RDC : Le médecin David Balanganayi devant la justice pour violences sur une patiente à Kinshasa
République démocratique du Congo l'agression d'une femme par son médecin après son accouchement à Kinshasa suscite une vive indignation, après la diffusion d'une vidéo choquante largement relayée sur les réseaux sociaux. Les images montrent le médecin David Balanganayi en train de frapper à plusieurs reprises une jeune mère encore vulnérable après sa mise au monde. Cette scène, filmée dans la salle d'accouchement, a provoqué une onde de choc et relance le débat sur le respect des droits des patients.
Les faits et la vidéo virale
Dans la vidéo, le praticien inflige des gifles à la patiente tout en la menaçant pour la contraindre à s'allonger sur la table, alors qu'elle saigne et crie de douleur. Ces actes, commis dans un lieu censé garantir soins et protection, constituent une violation grave de l'éthique médicale et des droits humains fondamentaux.
Diffusée dès le 25 mars 2026, la séquence a enflammé l'opinion publique, poussant des ONG comme à dénoncer publiquement l'auteur des faits et à exiger des sanctions.
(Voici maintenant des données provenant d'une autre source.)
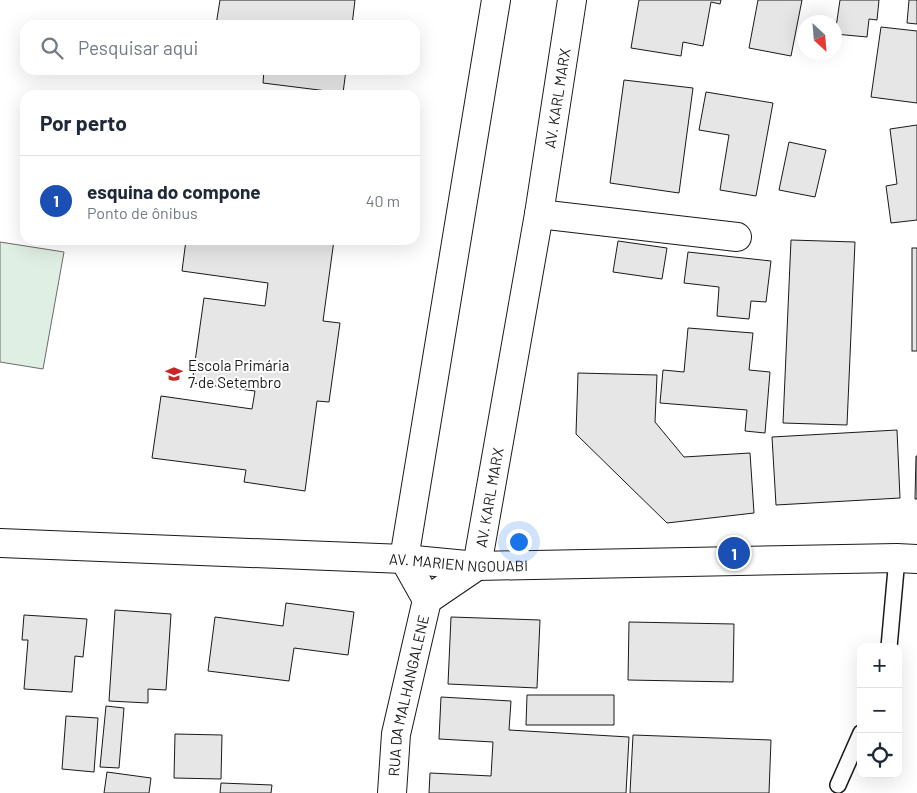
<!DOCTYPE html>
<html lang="pt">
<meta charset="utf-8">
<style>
body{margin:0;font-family:Barlow,sans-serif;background:#f2f2f3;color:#1f2937}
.controls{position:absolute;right:15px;bottom:15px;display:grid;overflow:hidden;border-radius:10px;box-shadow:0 5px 20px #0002}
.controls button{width:45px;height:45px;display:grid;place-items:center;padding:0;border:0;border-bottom:1px solid #e0e1e3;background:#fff;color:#1f2937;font:25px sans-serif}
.compass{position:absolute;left:797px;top:15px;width:45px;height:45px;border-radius:50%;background:#fff;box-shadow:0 5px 20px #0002;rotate:154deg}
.you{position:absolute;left:518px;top:541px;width:18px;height:18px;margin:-12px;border:4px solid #fff;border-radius:50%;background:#1a73e8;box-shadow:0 0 0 8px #1a73e833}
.badge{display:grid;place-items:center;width:32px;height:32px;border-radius:50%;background:#db2777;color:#fff;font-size:16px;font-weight:700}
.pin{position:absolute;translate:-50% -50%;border:2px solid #fff;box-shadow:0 1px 5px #0006}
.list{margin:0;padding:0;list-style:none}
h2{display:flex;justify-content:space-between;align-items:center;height:65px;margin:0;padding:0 20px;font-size:21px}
h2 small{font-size:16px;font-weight:400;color:#747a83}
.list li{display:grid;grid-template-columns:32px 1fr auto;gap:15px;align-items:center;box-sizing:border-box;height:90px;padding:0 20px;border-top:1px solid #e0e1e3}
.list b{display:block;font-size:19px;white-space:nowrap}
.list p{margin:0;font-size:16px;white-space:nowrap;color:#747a83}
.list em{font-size:16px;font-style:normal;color:#747a83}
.icon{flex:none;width:28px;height:28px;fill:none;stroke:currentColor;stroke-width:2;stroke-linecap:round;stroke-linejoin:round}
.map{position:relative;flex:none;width:917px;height:793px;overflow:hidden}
.search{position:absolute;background:#fff;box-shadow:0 5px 20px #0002;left:20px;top:20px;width:400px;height:55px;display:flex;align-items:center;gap:12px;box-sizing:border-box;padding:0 18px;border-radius:15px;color:#747a83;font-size:19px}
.panel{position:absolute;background:#fff;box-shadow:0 5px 20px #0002;left:20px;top:90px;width:400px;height:155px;border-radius:15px}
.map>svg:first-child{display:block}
.green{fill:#e0efe3;stroke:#6a6a6a}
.building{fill:#e6e6e6;stroke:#1a1a1a}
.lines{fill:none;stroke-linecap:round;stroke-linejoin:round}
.service-casing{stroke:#1a1a1a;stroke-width:18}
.minor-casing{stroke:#1a1a1a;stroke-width:30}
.tertiary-casing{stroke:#1a1a1a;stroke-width:30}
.secondary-casing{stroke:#1a1a1a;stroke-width:30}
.service{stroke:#fff;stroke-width:15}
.minor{stroke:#fff;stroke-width:28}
.tertiary{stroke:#fff;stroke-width:28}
.secondary{stroke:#fff;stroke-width:28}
.labels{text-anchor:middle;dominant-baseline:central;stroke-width:4;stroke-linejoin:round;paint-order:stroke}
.street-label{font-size:15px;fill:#1a1a1a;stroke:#fff}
.poi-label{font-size:15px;fill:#1a1a1a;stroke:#fff;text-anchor:start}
</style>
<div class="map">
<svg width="917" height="793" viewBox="0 0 917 793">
<rect width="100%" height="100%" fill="#fff"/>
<path class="green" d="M 0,242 L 64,252 L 43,369 L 0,362 Z"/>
<g class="building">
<path d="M 220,0 L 355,0 L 352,25 L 216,25 Z"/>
<path d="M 639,0 L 721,0 L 720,4 L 711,2 L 703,46 L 683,42 L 681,56 L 631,48 Z"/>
<path d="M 758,0 L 802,0 L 791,56 L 749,48 Z"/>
<path d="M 840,0 L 879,0 L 877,20 L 869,19 L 867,37 L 835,34 Z"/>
<path d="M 909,0 L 917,0 L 917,24 L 907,23 Z"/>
<path d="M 881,27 L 917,31 L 917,103 L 871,97 Z"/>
<path d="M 264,70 L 346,70 L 343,93 L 263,83 Z"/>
<path d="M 624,80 L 693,88 L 679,193 L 610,183 Z"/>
<path d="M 706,92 L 773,103 L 756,196 L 720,190 L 729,135 L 699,130 Z"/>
<path d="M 917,125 L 917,220 L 891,223 L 886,186 L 897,184 L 890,129 Z"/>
<path d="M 789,142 L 826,150 L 815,197 L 779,190 Z"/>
<path d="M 186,240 L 334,240 L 323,321 L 340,323 L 329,402 L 317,401 L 305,491 L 244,482 L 246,470 L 152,458 L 161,396 L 252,409 L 255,391 L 192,383 L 204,298 L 265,306 L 268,283 L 182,271 Z"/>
<path d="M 791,240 L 855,242 L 847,425 L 783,423 Z"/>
<path d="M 618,241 L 667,248 L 662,279 L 613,272 Z"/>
<rect x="912" y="248" width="5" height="103"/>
<path d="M 688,252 L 771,261 L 766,302 L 751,301 L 749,319 L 717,316 L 719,287 L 684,283 Z"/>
<path d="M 688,328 L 753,333 L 749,370 L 770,372 L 765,433 L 745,431 L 747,410 L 660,403 L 663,370 L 684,372 Z"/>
<path d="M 578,373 L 657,375 L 655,422 L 684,457 L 750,453 L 754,513 L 667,523 L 576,434 Z"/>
<path d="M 897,430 L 900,498 L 776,505 L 772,437 Z"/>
<path d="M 916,456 L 917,456 L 917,499 L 915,499 Z"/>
<path d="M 286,603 L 354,612 L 348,655 L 294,648 L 289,681 L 208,671 L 215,617 L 283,626 Z"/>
<path d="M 115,610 L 171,614 L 166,690 L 148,689 L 148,703 L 109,701 Z"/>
<path d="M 24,615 L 87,619 L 83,657 L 75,656 L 72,692 L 24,689 L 28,640 L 22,640 Z"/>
<path d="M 451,617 L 540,620 L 537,688 L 448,684 Z"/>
<path d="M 629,622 L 734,624 L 733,682 L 628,680 Z"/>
<path d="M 527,695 L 614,695 L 614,725 L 526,725 Z"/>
<path d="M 441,697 L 511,701 L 509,730 L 629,737 L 626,793 L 429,793 L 430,773 L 491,776 L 493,742 L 439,739 Z"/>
<path d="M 106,706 L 124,708 L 119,768 L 100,767 Z"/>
<path d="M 66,716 L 98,718 L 94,772 L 62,769 Z"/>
<path d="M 175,734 L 222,735 L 221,779 L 174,778 Z"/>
<path d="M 633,735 L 771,740 L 769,793 L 630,793 Z"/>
<path d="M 107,772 L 151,778 L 149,793 L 104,793 Z"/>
<path d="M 221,783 L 272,785 L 271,793 L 220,793 Z"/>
</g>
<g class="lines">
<g class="service-casing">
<g id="service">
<path d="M 889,647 L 897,558"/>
<path d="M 838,785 L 861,733"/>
</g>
</g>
<g class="minor-casing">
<path id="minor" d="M 539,214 L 737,237"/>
</g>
<g class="tertiary-casing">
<g id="tertiary">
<path id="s1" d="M 427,600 L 477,566 L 539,214 L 572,0"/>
<path d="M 427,600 L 404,559 L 496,0"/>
<path id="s2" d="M 392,793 L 396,734 L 427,600"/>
</g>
</g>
<g class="secondary-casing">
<g id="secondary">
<path id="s3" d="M 0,543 L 404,559 L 477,566 L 897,558 L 917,559"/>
</g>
</g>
<use href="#service" class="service"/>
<use href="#minor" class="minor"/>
<use href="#tertiary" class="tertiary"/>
<use href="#secondary" class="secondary"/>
</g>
<defs>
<g id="school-bare" transform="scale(1.35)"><path d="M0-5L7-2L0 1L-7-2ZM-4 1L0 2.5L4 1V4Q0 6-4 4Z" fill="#c62828" stroke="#fff" stroke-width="2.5" paint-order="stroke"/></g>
</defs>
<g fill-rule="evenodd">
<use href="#school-bare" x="174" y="374"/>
</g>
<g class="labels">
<g class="street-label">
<text stroke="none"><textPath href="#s1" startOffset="535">AV. KARL MARX</textPath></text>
<text stroke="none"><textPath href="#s1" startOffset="130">AV. KARL MARX</textPath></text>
<text stroke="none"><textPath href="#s3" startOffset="459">AV. MARIEN NGOUABI</textPath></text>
<text stroke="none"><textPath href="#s2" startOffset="99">RUA DA MALHANGALENE</textPath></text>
</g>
<g class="poi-label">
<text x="188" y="365">Escola Primária<tspan x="188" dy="17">7 de Setembro</tspan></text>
</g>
</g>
</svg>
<div class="controls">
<button>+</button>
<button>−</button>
<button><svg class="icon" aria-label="locate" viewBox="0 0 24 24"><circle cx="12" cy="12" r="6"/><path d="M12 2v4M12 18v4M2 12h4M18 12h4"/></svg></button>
</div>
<svg class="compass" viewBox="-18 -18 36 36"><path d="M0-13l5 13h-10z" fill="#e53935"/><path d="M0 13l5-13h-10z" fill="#747a83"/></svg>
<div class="you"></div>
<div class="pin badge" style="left:734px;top:553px;background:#1a4fb4">1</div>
<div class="search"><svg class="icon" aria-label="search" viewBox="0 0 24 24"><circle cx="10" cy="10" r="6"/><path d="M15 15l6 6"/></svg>Pesquisar aqui</div>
<section class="panel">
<h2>Por perto<small></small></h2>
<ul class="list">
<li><span class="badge" style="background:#1a4fb4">1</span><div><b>esquina do compone</b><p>Ponto de ônibus</p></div><em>40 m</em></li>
</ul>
</section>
</div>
Mise en cause juridique du médecin
Le docteur David Balanganayi, anesthésiste à l'Hôpital de référence de Kinkole à Kinshasa, est mis en examen pour « tortures », « tentatives de meurtre », « atteinte à l'intégrité physique » et « coups et blessures volontaires ». Il risque plusieurs années de prison et une amende si les faits sont pleinement reconnus par le tribunal de grande instance de Kinkole, Son procès s'est ouvert le 27 mars, mais a été renvoyé à ce 30 mars
Le médecin admet avoir infligé des coups « de faible intensité », mais affirme les avoir simulés pour la convaincre de recevoir des soins urgents. La patiente, présentant des complications post‑accouchement, a été transférée pour des soins dans un hôpital privé de Kinshasa, financé par la première dame Denise Nyakeru.
Défense et justification médicale contestée
L'avocat de la défense, Maître Pierre‑Claver Kadima, affirme que David Balanganayi a seulement infligé des coups « de faible intensité » et qu'il a enregistré la vidéo de la scène pour se protéger. Il ajoute que le médecin aurait agi ainsi pour la contraindre à accepter les soins.
Toutefois, le droit congolais garantit le refus de traitement, et l'usage de la violence ou de la menace pour imposer des actes médicaux est illégal. Cette justification a été largement rejetée par les organisations de défense des droits humains et les associations de femmes.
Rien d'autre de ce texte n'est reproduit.